In early colonial America, when winter closed in, farmers and their cattle were shut inside. As the earth slept, the farmers swapped the plow for the potter’s wheel, making vessels from clay dug from their own land. What they made were basic earthenware forms, rustic enough for the British to turn a blind eye to their rule that ceramics be imported. And so the same hand that had cultivated the meat and plant-life on the farm, turned the pots that served and stored food. The farmer was a potter. The potter was a cook. The cook was a farmer. The farmer was a potter.

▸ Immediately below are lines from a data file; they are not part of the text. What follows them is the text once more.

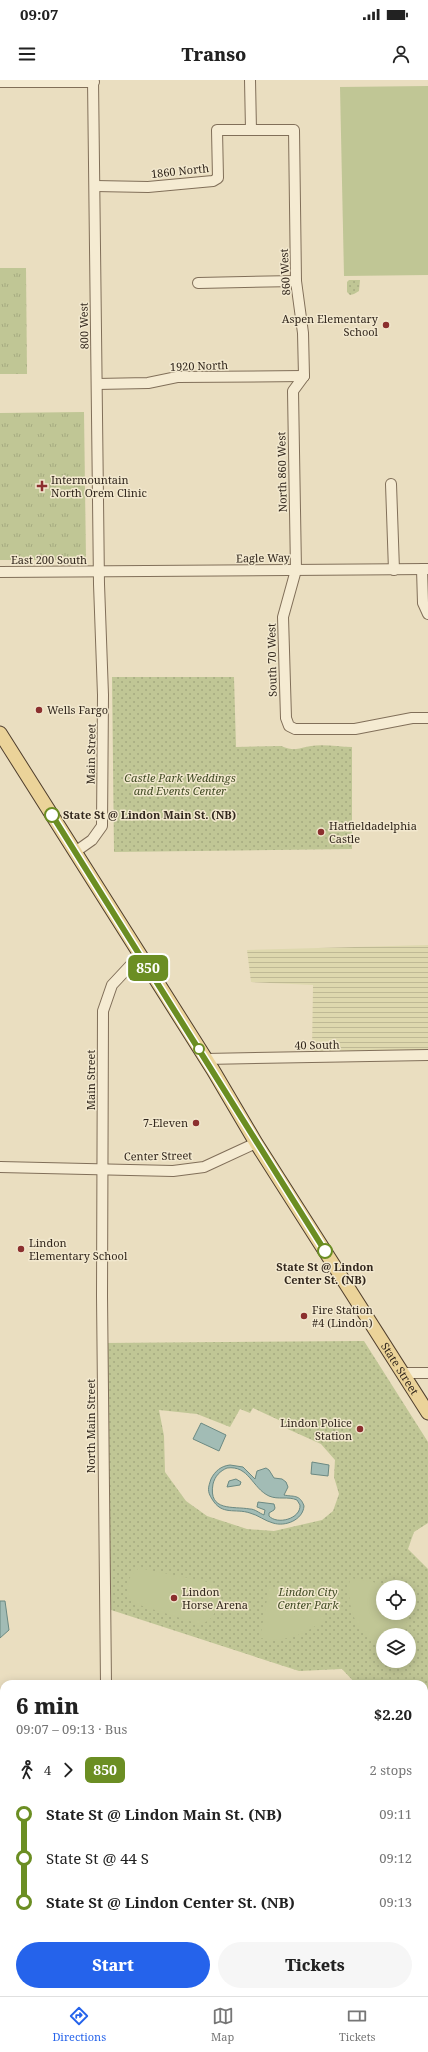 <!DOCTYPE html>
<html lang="en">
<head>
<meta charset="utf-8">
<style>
  body { margin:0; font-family:"Noto Serif",serif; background:#f6f6f6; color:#222; height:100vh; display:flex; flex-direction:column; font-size:15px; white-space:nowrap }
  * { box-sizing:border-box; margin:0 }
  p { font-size:13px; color:#767676 }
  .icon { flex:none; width:22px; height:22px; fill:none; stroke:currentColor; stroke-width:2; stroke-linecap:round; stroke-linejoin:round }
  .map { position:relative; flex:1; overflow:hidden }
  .side { position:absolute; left:0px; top:1600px; width:428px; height:316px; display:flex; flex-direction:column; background:#fff; border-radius:12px 12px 0 0; box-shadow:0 2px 10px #0003 }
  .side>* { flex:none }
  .badge { padding:0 8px; border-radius:6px; font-size:14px; line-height:26px }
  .buttons { position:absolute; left:376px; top:1500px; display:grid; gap:8px }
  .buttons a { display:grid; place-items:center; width:40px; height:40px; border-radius:50%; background:#fff; box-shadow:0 2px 10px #0003; font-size:20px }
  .map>.badge { position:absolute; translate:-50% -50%; box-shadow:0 0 0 2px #fff }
  .legs { display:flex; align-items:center; gap:6px; height:44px; padding:0 16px; font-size:13px }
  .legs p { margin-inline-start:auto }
  .overview { display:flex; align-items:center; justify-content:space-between; height:68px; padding:0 16px }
  h1 { font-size:22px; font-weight:800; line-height:30px }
  .primary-button { display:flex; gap:8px; margin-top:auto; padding:8px 16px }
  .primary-button a { flex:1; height:46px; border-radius:24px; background:#2563eb; color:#fff; font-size:16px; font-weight:800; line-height:46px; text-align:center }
  .primary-button a+a { background:#f6f6f6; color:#222 }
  ul { padding:0 16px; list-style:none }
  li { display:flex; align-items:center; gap:14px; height:44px; font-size:15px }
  li i { display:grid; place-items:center; width:6px; height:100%; margin:0 5px; background:currentColor }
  li i::after { content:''; width:10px; height:10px; margin:-5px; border:3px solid; border-radius:50%; background:#fff }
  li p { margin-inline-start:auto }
  li:first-child i { background:linear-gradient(#0000 50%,currentColor 0) }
  li:last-child i { background:linear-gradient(currentColor 50%,#0000 0) }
  .status { display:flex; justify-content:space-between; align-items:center; height:28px; padding:0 20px; background:#fff; direction:ltr }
  .status svg { height:11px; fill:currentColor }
  header { display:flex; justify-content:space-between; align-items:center; height:52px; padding:0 16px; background:#fff; font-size:18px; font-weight:800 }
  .menu { display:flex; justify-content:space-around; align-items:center; height:56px; border-top:1px solid #e0e0e0; background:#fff; font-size:11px; color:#767676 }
  .menu a { display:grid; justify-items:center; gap:2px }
  .menu .active { color:#2563eb }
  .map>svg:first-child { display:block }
  .farmland { fill:url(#farmland-rules) }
  .grass { fill:url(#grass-tufts) }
  .park { fill:url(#park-dots); fill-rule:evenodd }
  .pitch { fill:#c0c695 }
  .water { fill:#a2bcb5; stroke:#6b8982; fill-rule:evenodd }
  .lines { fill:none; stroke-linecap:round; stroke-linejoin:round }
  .minor-casing { stroke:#816f59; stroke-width:12 }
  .major-casing { stroke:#4f3e2d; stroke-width:15 }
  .minor { stroke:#f5ebd2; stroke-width:10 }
  .major { stroke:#ebd399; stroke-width:13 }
  .line-1-casing { stroke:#fff; stroke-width:9 }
  .line-1 { stroke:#6b8e23; stroke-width:6 }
  .poi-dot { fill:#8b2f2e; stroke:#f2e8ce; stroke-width:1.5 }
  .stop-1-dot { fill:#fff; stroke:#6b8e23; stroke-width:2 }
  .labels { text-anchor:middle; stroke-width:3; stroke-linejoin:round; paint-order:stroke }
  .street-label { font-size:11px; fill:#32271d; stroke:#f2e8ce }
  .poi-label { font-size:11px; fill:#32271d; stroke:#f2e8ce; text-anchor:start }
  .park-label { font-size:11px; font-style:italic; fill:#424c25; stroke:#f2e8ce }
  .stop-label { font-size:11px; font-weight:bold; fill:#32271d; stroke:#f2e8ce; text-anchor:start }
</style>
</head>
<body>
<div class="status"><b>09:07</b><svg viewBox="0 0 49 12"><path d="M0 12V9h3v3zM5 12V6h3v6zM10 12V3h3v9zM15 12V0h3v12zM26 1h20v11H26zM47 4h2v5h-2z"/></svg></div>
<header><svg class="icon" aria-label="menu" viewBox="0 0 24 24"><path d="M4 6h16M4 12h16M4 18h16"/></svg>Transo<svg class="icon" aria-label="person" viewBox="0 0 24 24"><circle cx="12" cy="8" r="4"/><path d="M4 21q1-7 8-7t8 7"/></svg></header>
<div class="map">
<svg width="428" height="1916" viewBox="0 0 428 1916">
  <defs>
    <pattern id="farmland-rules" width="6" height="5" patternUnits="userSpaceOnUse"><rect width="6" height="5" fill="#ded8ae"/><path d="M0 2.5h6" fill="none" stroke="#bfb995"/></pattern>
    <pattern id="grass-tufts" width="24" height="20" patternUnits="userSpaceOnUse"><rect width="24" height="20" fill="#c0c695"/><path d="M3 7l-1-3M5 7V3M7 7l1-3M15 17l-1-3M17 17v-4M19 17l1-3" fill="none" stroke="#a5aa80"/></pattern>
    <pattern id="park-dots" width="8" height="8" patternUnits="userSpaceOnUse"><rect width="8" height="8" fill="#c0c695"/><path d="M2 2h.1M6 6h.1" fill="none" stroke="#a5aa80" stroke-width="1.8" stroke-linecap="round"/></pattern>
  </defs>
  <rect width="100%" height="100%" fill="#eadec0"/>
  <polygon class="farmland" points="428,865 428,970 312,971 313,905 251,902 247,870"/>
  <g class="grass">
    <polygon points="0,188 26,188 27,294 0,294"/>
    <polygon points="84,332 86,480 0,480 0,333"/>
  </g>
  <g class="park">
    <polygon points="349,200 360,200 359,211 354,214 350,215 347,212 347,202"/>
    <path d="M 112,597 L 234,597 L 236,667 L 281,666 C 296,672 298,668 311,666 C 324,664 339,667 352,667 L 352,769 L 114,772 Z"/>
    <path d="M 364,1261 L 428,1362 L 428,1443 L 414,1452 L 408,1469 L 428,1489 L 428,1657 L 424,1657 L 424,1604 L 356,1604 L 342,1589 L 299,1591 L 105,1528 L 103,1263 ZM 253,1328 L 283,1342 L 281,1346 L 321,1364 L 335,1380 L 334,1397 L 339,1414 L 333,1431 L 322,1440 L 274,1451 L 247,1449 L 207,1436 L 186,1421 L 165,1392 L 164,1356 L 159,1330 L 197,1334 L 230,1347 L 240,1329 L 250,1333 ZM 383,1507 L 409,1507 L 409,1533 L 383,1533 ZM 383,1555 L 409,1555 L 409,1581 L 383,1581 Z"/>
  </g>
  <g class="pitch">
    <polygon points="428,6 428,195 344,196 340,7"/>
    <path d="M 138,1489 L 144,1489 L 213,1503 L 218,1514 C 217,1529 215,1541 199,1544 L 133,1523 C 124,1511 126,1497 138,1489 Z"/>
    <path d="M 350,1498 L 400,1507 L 383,1507 L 383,1533 L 409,1533 L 404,1555 L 383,1555 L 383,1567 C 355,1553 346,1527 350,1498 Z"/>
    <path d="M 269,1508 L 328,1514 L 323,1541 C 300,1556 288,1562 260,1558 Z"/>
    <polygon points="409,1509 414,1510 409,1533"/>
  </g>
  <g class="water">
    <polygon points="201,1343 226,1355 219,1371 193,1359"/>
    <polygon points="312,1382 329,1385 328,1396 311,1394"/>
    <path d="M 230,1385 L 243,1387 L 255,1399 L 257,1391 L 266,1388 L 269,1390 L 274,1398 L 282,1399 L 286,1402 L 288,1407 L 284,1415 C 293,1417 300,1414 304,1426 C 303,1440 285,1447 273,1443 C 265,1441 258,1435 250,1433 C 235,1428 222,1436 212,1419 C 207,1411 208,1408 211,1399 C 215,1391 221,1386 230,1385 ZM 227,1388 C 249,1385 252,1408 269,1416 C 278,1420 288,1416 297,1420 L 300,1425 C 301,1439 277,1445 269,1436 L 269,1433 L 274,1430 L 275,1428 L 274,1424 L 258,1422 L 257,1427 L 265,1430 L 264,1435 C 259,1433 255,1429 250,1429 C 233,1426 208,1432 213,1404 C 215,1396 220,1391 227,1388 Z"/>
    <polygon points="236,1399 241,1402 240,1405 227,1407 229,1401"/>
    <polygon points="0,1521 5,1521 9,1550 0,1558"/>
  </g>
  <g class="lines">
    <g class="minor-casing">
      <g id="minor">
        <polyline points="250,0 251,50"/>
        <polyline points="0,2 94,2"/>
        <polyline points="95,106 148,107 213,101 218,98 217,50 294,50 296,201 303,253 304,296"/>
        <polyline points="198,203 296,201"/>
        <polyline points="304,296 293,311 296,490 283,537 286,638 289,646 295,649 355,649 412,638 428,638"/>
        <polyline points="97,304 148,303 177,297 304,296"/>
        <polyline points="391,404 394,490"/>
        <polyline points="422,489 423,523 428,534"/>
        <polyline points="0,492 428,489"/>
        <polyline points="75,772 92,760 102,746 103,615 99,504 93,0"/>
        <polyline points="205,979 428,975"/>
        <polyline points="0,1087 173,1091 204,1087 256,1063"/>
        <polyline points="403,1293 428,1293"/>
        <polyline points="106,1604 102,1216 103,931 112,905 140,875"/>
        <polyline points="108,1912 108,1916"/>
      </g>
    </g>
    <g class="major-casing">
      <g id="major">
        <path id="s1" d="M 0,653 L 213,990 L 256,1063 L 428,1333"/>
      </g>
    </g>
    <use href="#minor" class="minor"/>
    <use href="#major" class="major"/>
  </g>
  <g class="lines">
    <g class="line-1-casing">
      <polyline id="line-1" points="52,735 325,1171"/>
    </g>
    <use href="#line-1" class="line-1"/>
  </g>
  <g class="poi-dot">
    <circle cx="386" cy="245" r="4"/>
    <path d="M40 400h4v4h4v4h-4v4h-4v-4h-4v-4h4z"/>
    <circle cx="39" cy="630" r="4"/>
    <circle cx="321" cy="752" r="4"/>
    <circle cx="196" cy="1043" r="4"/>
    <circle cx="21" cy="1169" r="4"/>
    <circle cx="304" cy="1236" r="4"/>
    <circle cx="360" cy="1349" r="4"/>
    <circle cx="174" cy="1518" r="4"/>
  </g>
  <g class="stop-1-dot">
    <circle cx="52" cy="735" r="7"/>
    <circle cx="199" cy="969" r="5"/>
    <circle cx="325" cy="1171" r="7"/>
  </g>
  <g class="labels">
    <g class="street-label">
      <text transform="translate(180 91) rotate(-6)" y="4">1860 North</text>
      <text transform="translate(285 192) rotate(-93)" y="4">860 West</text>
      <text transform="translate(84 246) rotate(-91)" y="4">800 West</text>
      <text transform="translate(199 286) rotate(-2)" y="4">1920 North</text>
      <text transform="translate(282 392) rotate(-91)" y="4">North 860 West</text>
      <text transform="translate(263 478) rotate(-1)" y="4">Eagle Way</text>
      <text x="49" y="484">East 200 South</text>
      <text transform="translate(272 580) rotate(-91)" y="4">South 70 West</text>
      <text transform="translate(91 674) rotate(-89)" y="4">Main Street</text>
      <text transform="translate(317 965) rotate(-1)" y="4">40 South</text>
      <text transform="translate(91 1000) rotate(-90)" y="4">Main Street</text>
      <text transform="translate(158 1076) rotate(-1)" y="4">Center Street</text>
      <text dy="4" stroke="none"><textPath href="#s1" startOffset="751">State Street</textPath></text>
      <text transform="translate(91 1346) rotate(-90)" y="4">North Main Street</text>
    </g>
    <g class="poi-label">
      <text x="378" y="243" text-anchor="end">Aspen Elementary<tspan x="378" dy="13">School</tspan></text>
      <text x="51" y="404">Intermountain<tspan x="51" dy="13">North Orem Clinic</tspan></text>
      <text x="47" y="634">Wells Fargo</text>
      <text x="329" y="750">Hatfieldadelphia<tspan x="329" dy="13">Castle</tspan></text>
      <text x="188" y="1047" text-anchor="end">7-Eleven</text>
      <text x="29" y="1167">Lindon<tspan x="29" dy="13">Elementary School</tspan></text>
      <text x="312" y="1234">Fire Station<tspan x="312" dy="13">#4 (Lindon)</tspan></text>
      <text x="352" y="1347" text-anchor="end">Lindon Police<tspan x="352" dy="13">Station</tspan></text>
      <text x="182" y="1516">Lindon<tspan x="182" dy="13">Horse Arena</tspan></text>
    </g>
    <g class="park-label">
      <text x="180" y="702">Castle Park Weddings<tspan x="180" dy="13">and Events Center</tspan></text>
      <text x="308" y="1516">Lindon City<tspan x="308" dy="13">Center Park</tspan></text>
    </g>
    <g class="stop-label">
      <text x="63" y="739">State St @ Lindon Main St. (NB)</text>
      <text x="325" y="1191" text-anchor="middle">State St @ Lindon<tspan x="325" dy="13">Center St. (NB)</tspan></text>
    </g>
  </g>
</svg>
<div class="buttons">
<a><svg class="icon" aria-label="locate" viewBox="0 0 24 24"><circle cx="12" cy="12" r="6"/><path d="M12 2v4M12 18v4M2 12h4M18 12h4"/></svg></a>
<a><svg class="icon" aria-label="layers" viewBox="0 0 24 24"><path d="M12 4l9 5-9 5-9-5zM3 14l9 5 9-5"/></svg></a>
</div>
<b class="badge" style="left:148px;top:888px;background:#6b8e23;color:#fff">850</b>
<section class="side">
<div class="overview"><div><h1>6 min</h1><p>09:07 – 09:13 · Bus</p></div><b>$2.20</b></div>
<div class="legs"><svg class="icon" aria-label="walk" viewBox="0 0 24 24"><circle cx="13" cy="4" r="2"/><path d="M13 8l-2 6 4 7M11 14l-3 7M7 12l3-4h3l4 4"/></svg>4<svg class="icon" aria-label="forward" viewBox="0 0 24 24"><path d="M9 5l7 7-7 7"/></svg><b class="badge" style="background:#6b8e23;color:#fff">850</b><p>2 stops</p></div>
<ul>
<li><i style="color:#6b8e23"></i><b>State St @ Lindon Main St. (NB)</b><p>09:11</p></li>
<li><i style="color:#6b8e23"></i><span>State St @ 44 S</span><p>09:12</p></li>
<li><i style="color:#6b8e23"></i><b>State St @ Lindon Center St. (NB)</b><p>09:13</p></li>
</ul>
<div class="primary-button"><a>Start</a><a>Tickets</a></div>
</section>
</div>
<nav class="menu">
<a class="active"><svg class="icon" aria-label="directions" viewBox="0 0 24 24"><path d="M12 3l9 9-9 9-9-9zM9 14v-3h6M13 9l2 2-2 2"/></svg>Directions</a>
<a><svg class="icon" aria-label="map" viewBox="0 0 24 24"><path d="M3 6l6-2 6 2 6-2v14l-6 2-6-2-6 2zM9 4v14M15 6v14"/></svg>Map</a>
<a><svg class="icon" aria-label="tickets" viewBox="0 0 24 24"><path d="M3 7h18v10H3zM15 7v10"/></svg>Tickets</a>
</nav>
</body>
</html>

This history reminds us that pottery emerges from the place where everything on the farm – and therefore in the cycle of life – meets and makes sense: where soil and stone meet air and rain. The cow’s muzzle touches the earth as she eats clover. The pig’s strong snout unearths acorns. The gander’s webbed foot presses, his beak twists and uproots tender grass. Our human hands turn and return the soil, closing the earth to receive the dead. Opening the earth to receive life. Here, where pottery comes from, is also where we – plant and animal – come from, and to where we return. For dust thou art. But while all pots are made of earth and the workings of its geologic clock, the art of pottery reaches past cyclical lifespans. When soil, stone and water are fired, they seize at the meeting point of mortality and immortality.

With immortality comes aesthetics. Potters have always reached for formulae that expand the potential for beauty. Across the eighteenth century, European potters sought the secret to the strength and translucence of Asian porcelain, testing all manner of compounds for their clay. It was in a porcelain factory in Bow, east London, that potters Thomas Frye and Edward Heylyn first mixed bone ash into clay body and what is now called “bone china” came into being. The invention rose out of waste-product; Bow was the center for cattle slaughter and the porcelain factory stood side-by-side with knackers’ yards. A diet of meat produced plate of bone.

Gregg Moore is the son of a butcher. He is creative partner to a chef. That chef is also a farmer. That farmer’s cattle are in Gregg’s pottery. And so Gregg’s ceramics mark the dynamic intersections of farming, cooking, eating and being together. The fissured edges of a loam-dark charger remind us that the delicate root of the radish pushed downwards through soil so that its green leaves could break the earth’s crust and meet the sun above. When we lift his drinking cup to our lips, we can see through the cup to the hand that holds it, a metaphysical reversal in which flesh appears through bone. This is pottery that brings depths to surfaces: the grass the cattle ate whitens the china; the imprints made by grazing, pecking and rooting tell us who dined before us; the break in the clay reminds us that you and I are earth. These are mortal, immortal forms.